Una possibile guerra dei dazi Usa al 10% innescata da Trump, con l’escalation militare in Medio Oriente e Ucraina, rischia di innescare, assieme alla bassa crescita, all’elevato debito in alcuni Paesi, una nuova crisi nel cuore dell’Euroarea. La Bce lancia l’allarme mettendo in guardia anche il settore privato – banche e imprese – e gli investitori sui rischi di correzioni improvvise in Borsa.
Lo “Financial Stability Review”, un aggiornamento che mette in fila ogni sei mesi i rischi per la stabilità finanziaria nell’Euroarea, evidenzia i problemi connessi con la “trumpeconomics” e con il rischio di un’escalation commerciale per un’economia europea che fa oltre il 50% di Pil con l’export. E c’è una preoccupazione più marcata che nelle edizioni passate per il debito le cui vulnerabilità «stanno aumentando», spiega il vice presidente della Bce, Luis de Guindos nell’introduzione al rapporto, con i mercati che hanno iniziato a fare «più attenzione».
La Bce si sofferma sulla fragilità dei Paesi «più soggetti allo scrutinio dei mercati – Cipro, Grecia, Irlanda, Italia, Spagna, Portogallo, Slovenia e Slovacchia – dove i rendimenti negli anni passati hanno mostrato la tendenza a «salire significativamente» di fronte a eventi inattesi come la pandemia. Un avvertimento a non dare troppo per scontati – in un periodo che si preannuncia volatile sui mercati oltre che sul piano politico – gli attuali bassi spread, come quello italiano che da un paio di mesi gravita attorno ai 120 punti base. Perché «livelli elevati di debito e alti deficit, sommati a una crescita potenziale debole e a incertezze sulla direzione delle politiche, aumentano il rischio che si riaccendano timori dei mercati per la sostenibilità».
Il riferimento alle “incertezze” – a non deviare dagli impegni concordati con l’Ue – arriva proprio mentre la Francia è in stallo sulla legge di bilancio e la Germania non l’ha nemmeno presentata finendo direttamente in crisi di governo ed elezioni anticipate. Uno scenario che forse spiega la cautela dell’Italia sulla manovra 2025. Le magagne interne dei Paesi dell’euro rischiano di diventare un mix pericoloso se ad esse si aggiunge «un possibile ulteriore rafforzamento delle tendenze protezionistiche».
Senza considerare l’impatto sulla crescita globale di un’escalation commerciale tra Usa e Cina, alcuni governatori centrali, come il greco Yannis Stournaras, hanno già evocato il rischio di una recessione europea coi dazi Usa al 10% promessi da Trump. Abn Amro stima l’impatto a -1,5 punti di Pil, Goldman Sachs si ferma a -1 punto, Natixis ipotizza un impatto pari a -0,5 punti percentuali di Pil in Germania, -0,4 in Italia, -0,3 in Francia. Numeri che farebbero sballare il rientro del debito previsto dai piani nazionali.

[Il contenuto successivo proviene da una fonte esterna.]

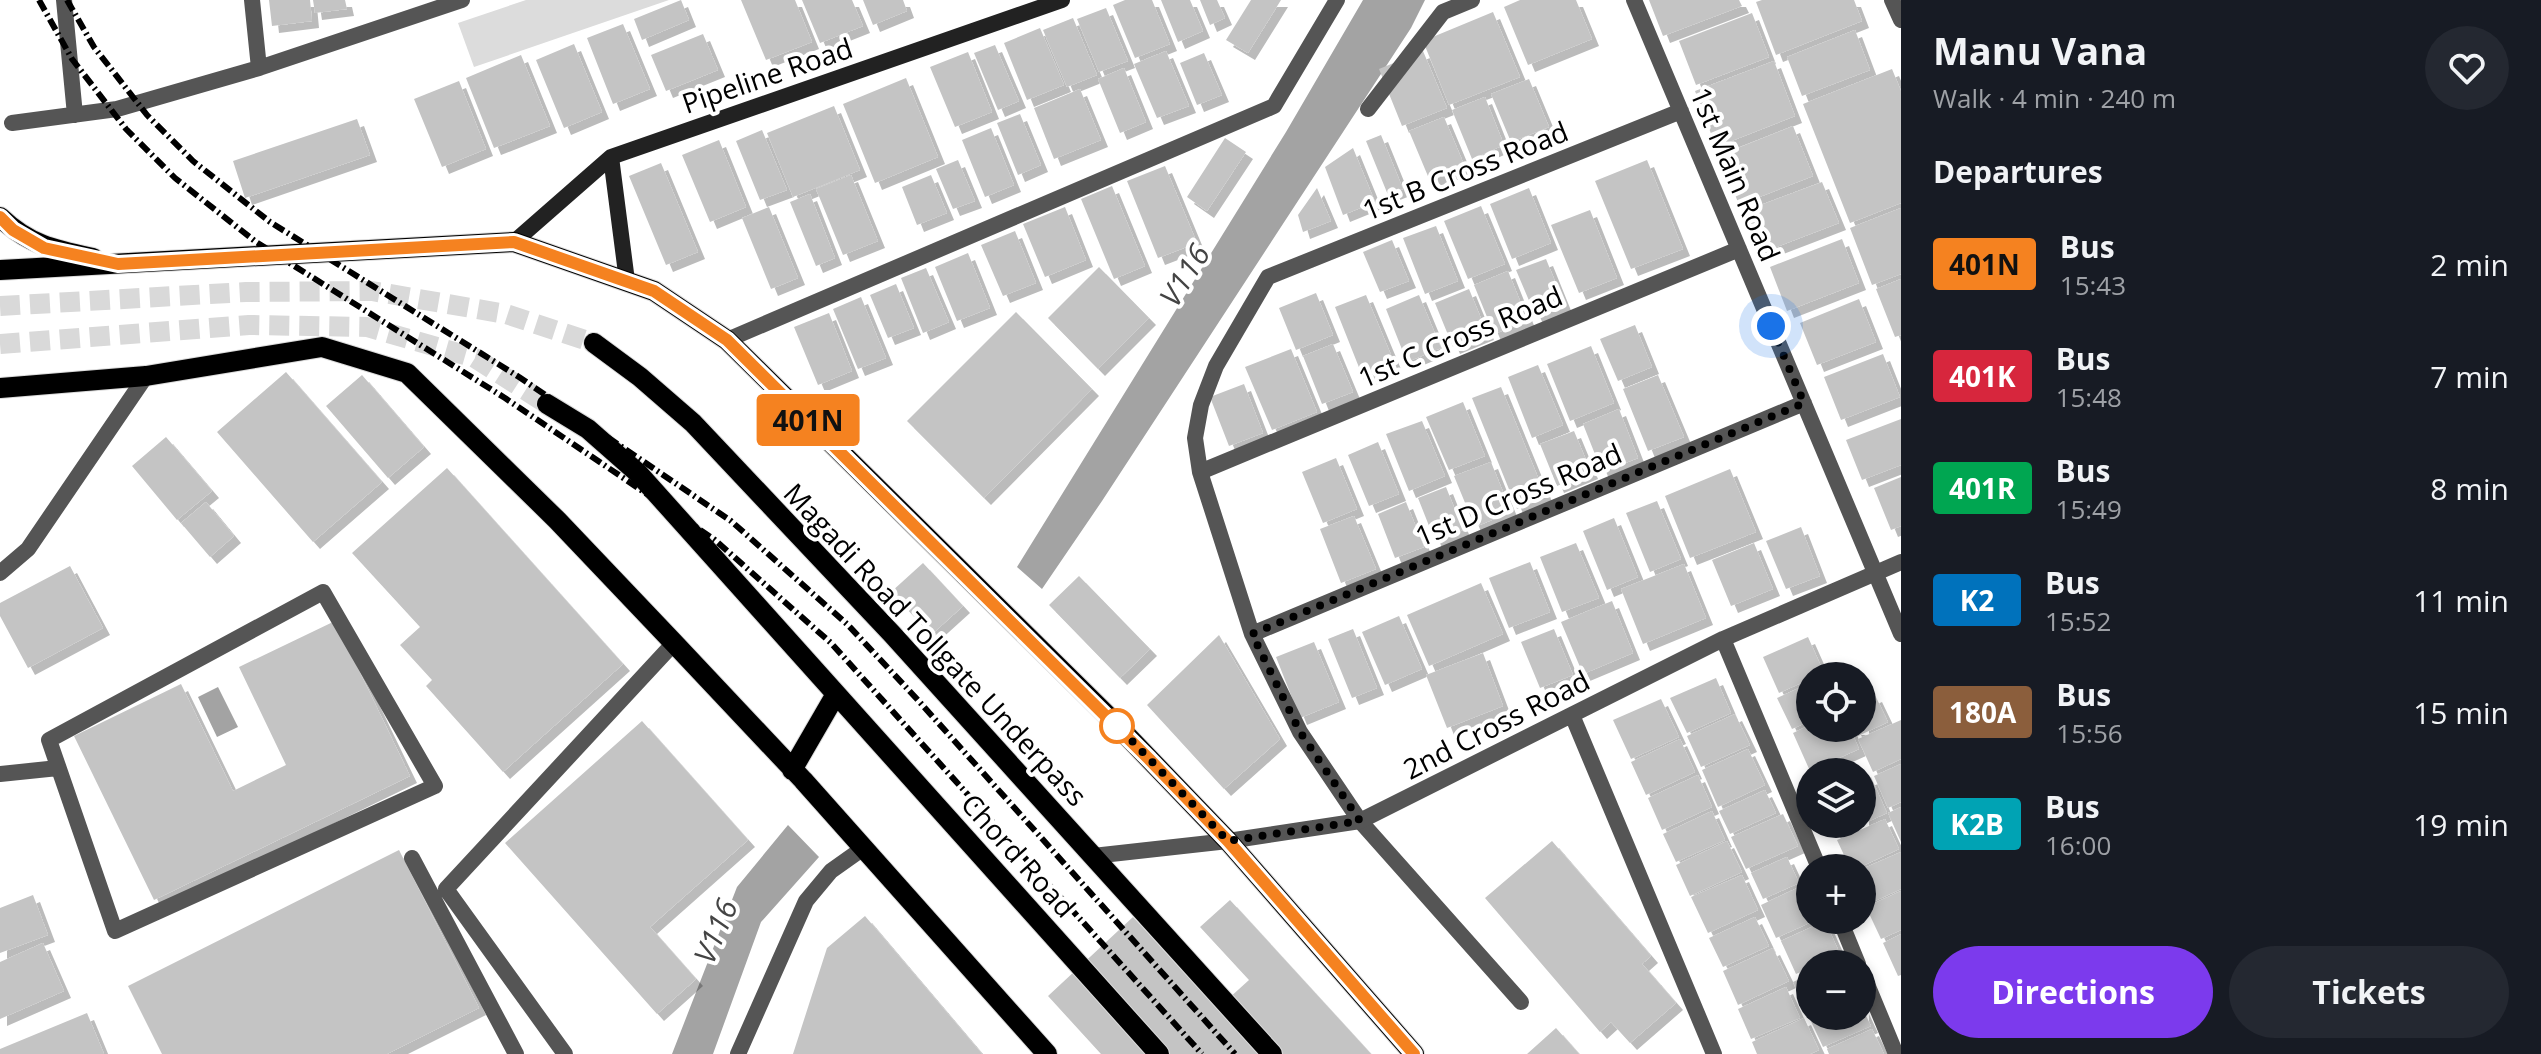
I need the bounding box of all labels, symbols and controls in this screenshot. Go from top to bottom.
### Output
text: Manu Vana [1933,24,2147,76]
button: heart [2425,26,2509,110]
street label: Pipeline Road [677,28,857,122]
text: Walk · 4 min · 240 m [1933,80,2176,116]
street label: 1st Main Road [1682,81,1790,267]
street label: 1st B Cross Road [1357,111,1573,229]
text: Departures [1933,151,2103,192]
text: Bus [2060,226,2115,267]
water label: V116 [1149,236,1219,314]
text: 2 min [2430,244,2509,285]
text: 401N [1949,245,2020,283]
text: 15:43 [2060,267,2126,303]
street label: 1st C Cross Road [1352,276,1568,396]
your location [1751,306,1791,346]
text: Bus [2056,338,2110,379]
text: 7 min [2430,356,2509,397]
text: 401K [1949,357,2016,395]
text: 15:48 [2056,379,2122,415]
line badge: 401N [752,394,864,446]
text: 401N [773,401,843,439]
street label: 1st D Cross Road [1409,433,1627,555]
text: Bus [2056,450,2110,491]
text: 8 min [2430,468,2509,509]
text: 401R [1949,469,2016,507]
street label: Magadi Road Tollgate Underpass [776,474,1096,814]
text: 15:49 [2056,491,2122,527]
text: Bus [2045,562,2100,603]
text: 11 min [2413,580,2509,621]
text: K2 [1960,581,1994,619]
text: 15:52 [2045,603,2111,639]
street label: 2nd Cross Road [1396,661,1596,787]
map controls [1796,662,1876,1030]
button: locate [1796,662,1876,742]
text: Bus [2056,674,2111,715]
text: 15 min [2413,692,2509,733]
text: 180A [1949,693,2016,731]
unlabelled marker [1100,709,1134,743]
text: 15:56 [2056,715,2123,751]
button: layers [1796,758,1876,838]
street label: Chord Road [953,785,1085,925]
text: Bus [2045,786,2100,827]
text: 19 min [2413,804,2509,845]
text: K2B [1950,805,2004,843]
text: 16:00 [2045,827,2111,863]
button: + [1796,854,1876,934]
water label: V116 [683,892,747,969]
button: Directions [1933,946,2213,1038]
button: Tickets [2229,946,2509,1038]
button: − [1796,950,1876,1030]

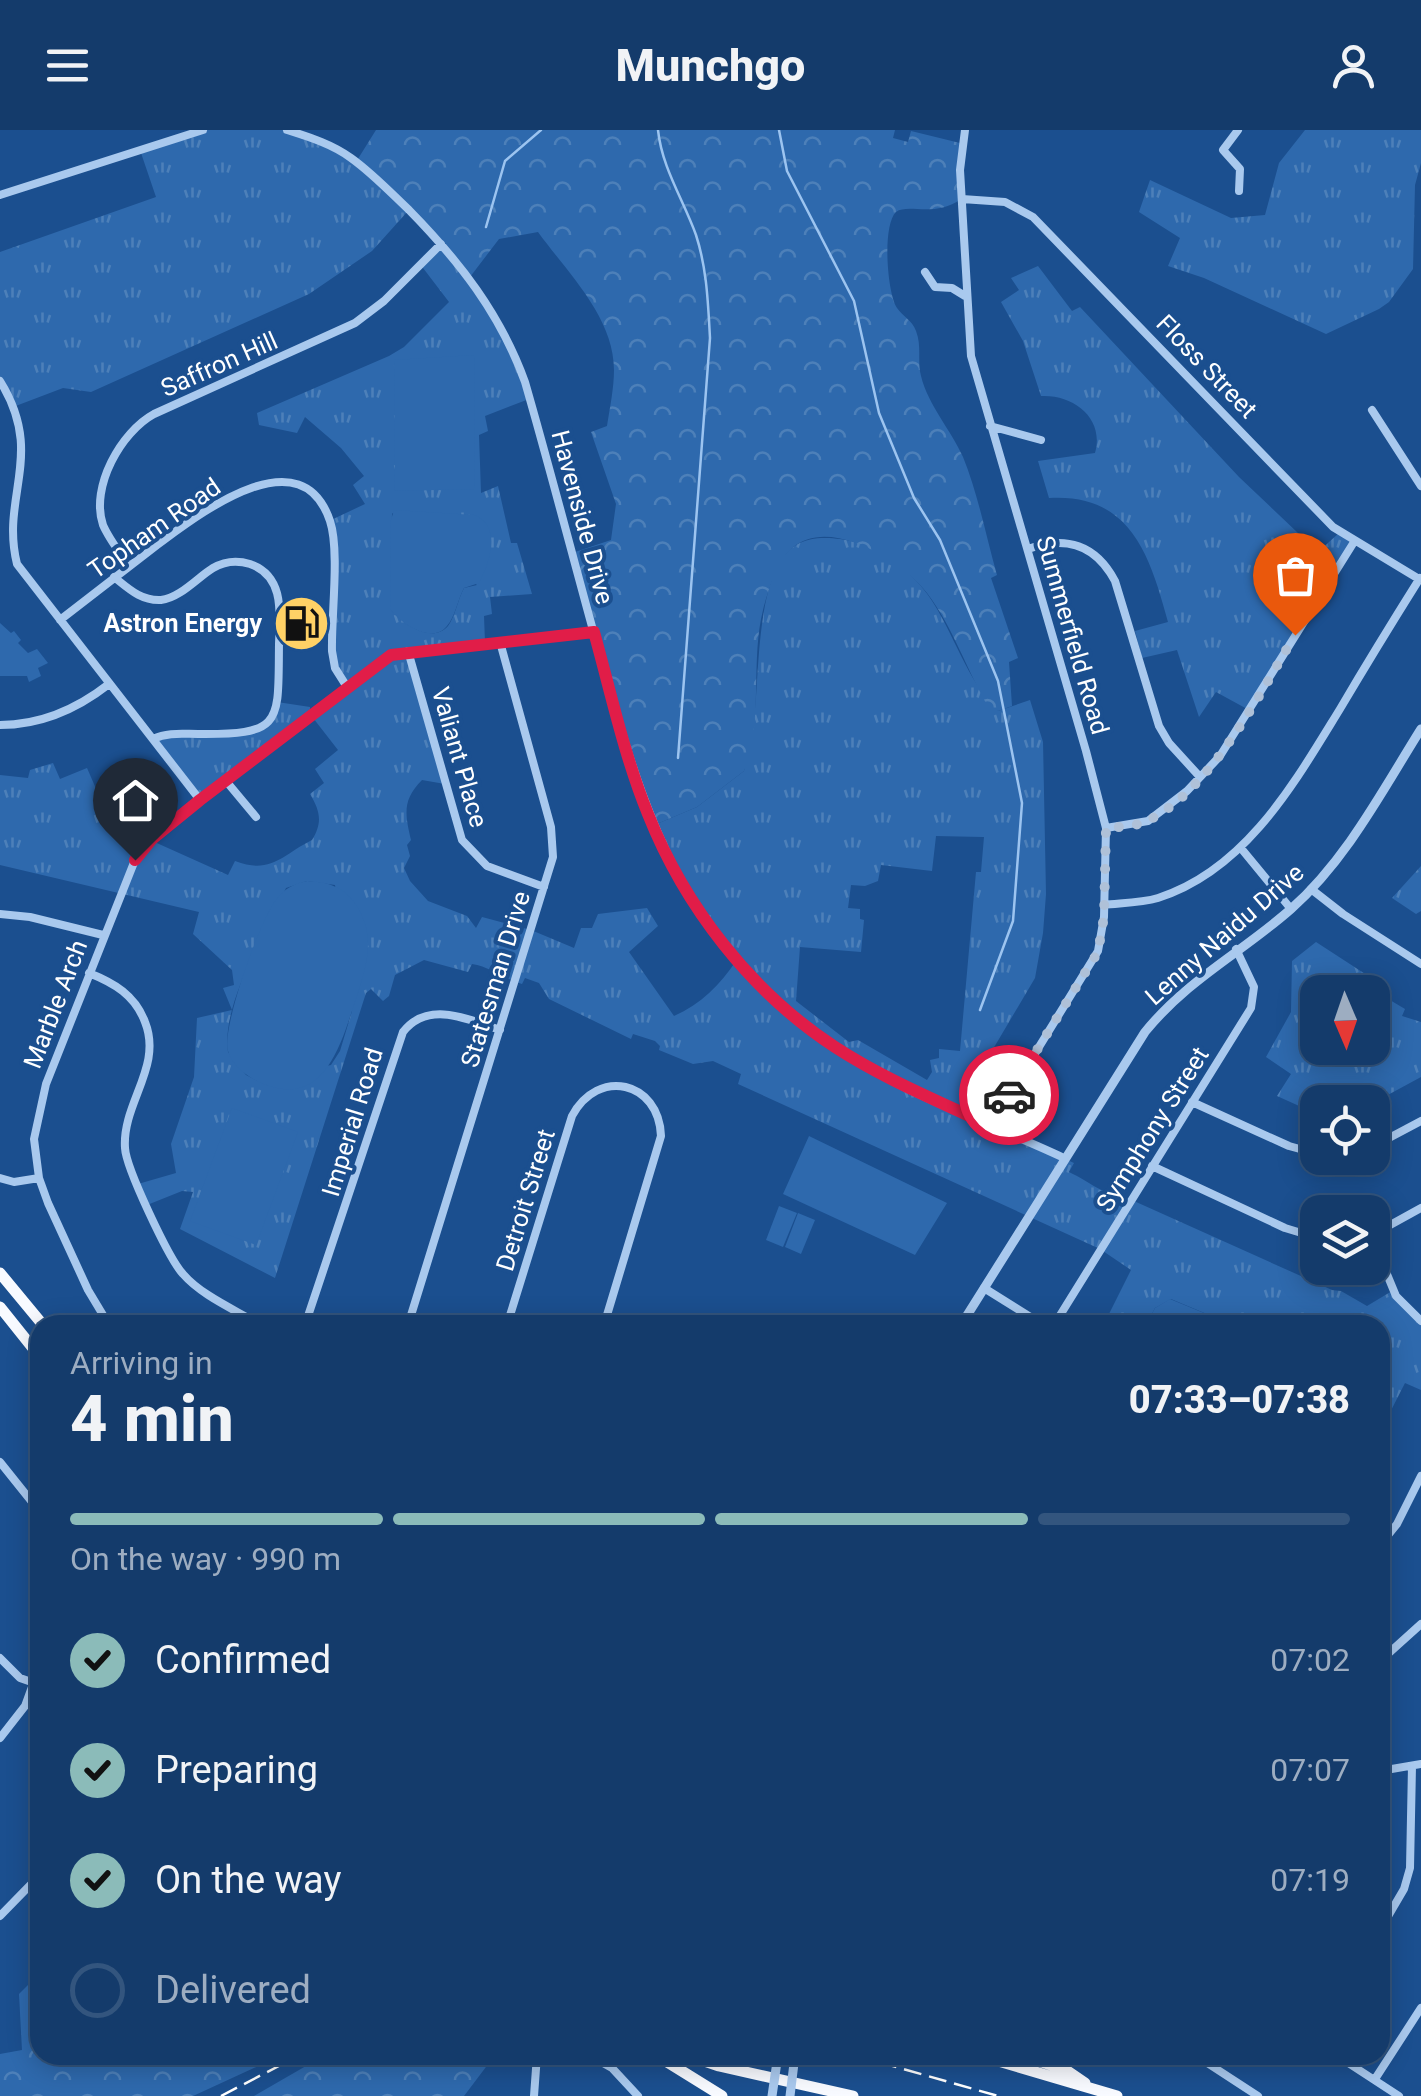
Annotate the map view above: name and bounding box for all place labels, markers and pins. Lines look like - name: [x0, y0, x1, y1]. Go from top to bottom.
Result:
- pin: [1253, 533, 1338, 636]
- fuel station icon: Astron Energy: [271, 593, 331, 653]
- place label: Astron Energy: [103, 609, 262, 638]
- pin: [93, 758, 178, 861]

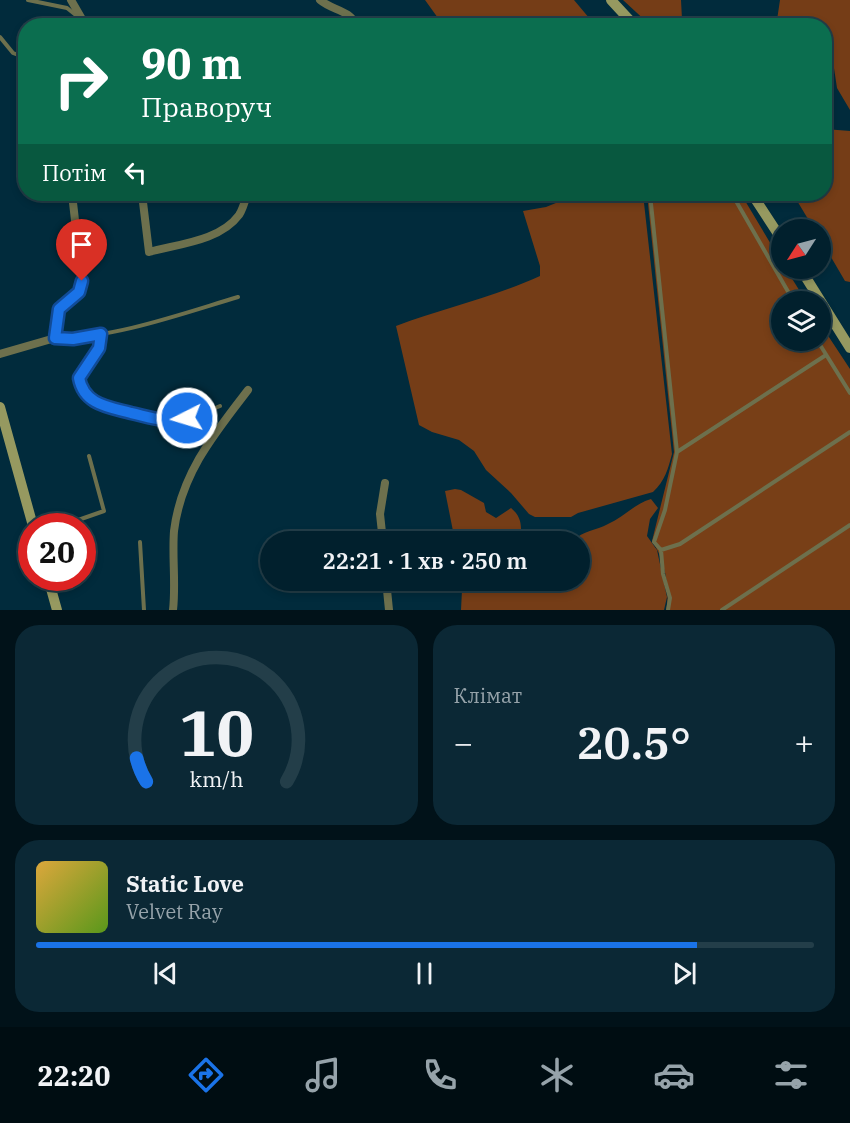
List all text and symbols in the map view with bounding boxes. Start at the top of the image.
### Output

Le conseguenze sulla stabilità finanziaria sarebbero immediate nelle Borse per «le elevate valutazioni e la concentrazione del rischio rendono i mercati più suscettibili a correzioni improvvise». Ma anche per le aziende e le banche: «le vulnerabilità del rischio di credito potrebbero indebolire la qualità degli attivi», scrive la Bce nel rapporto soffermandosi sui problemi irrisolti del settore immobiliare commerciale. Un settore più problematico per le banche nordiche che quelle italiane. Ma anche la Banca d’Italia, in una nota di stabilità finanziaria e vigilanza, osserva che con tanta volatilità “esogena” «è necessario migliorare la capacità del sistema bancario di far fronte alle ripercussioni negative derivanti da eventuali shock esterni». E «fattori specifici del sistema bancario italiano, quali la dimensione, il livello di concentrazione e il suo ruolo centrale nel finanziamento dell’economia reale, potrebbero amplificare l’effetto negativo sull’intera economia di un eventuale deterioramento dei bilanci bancari».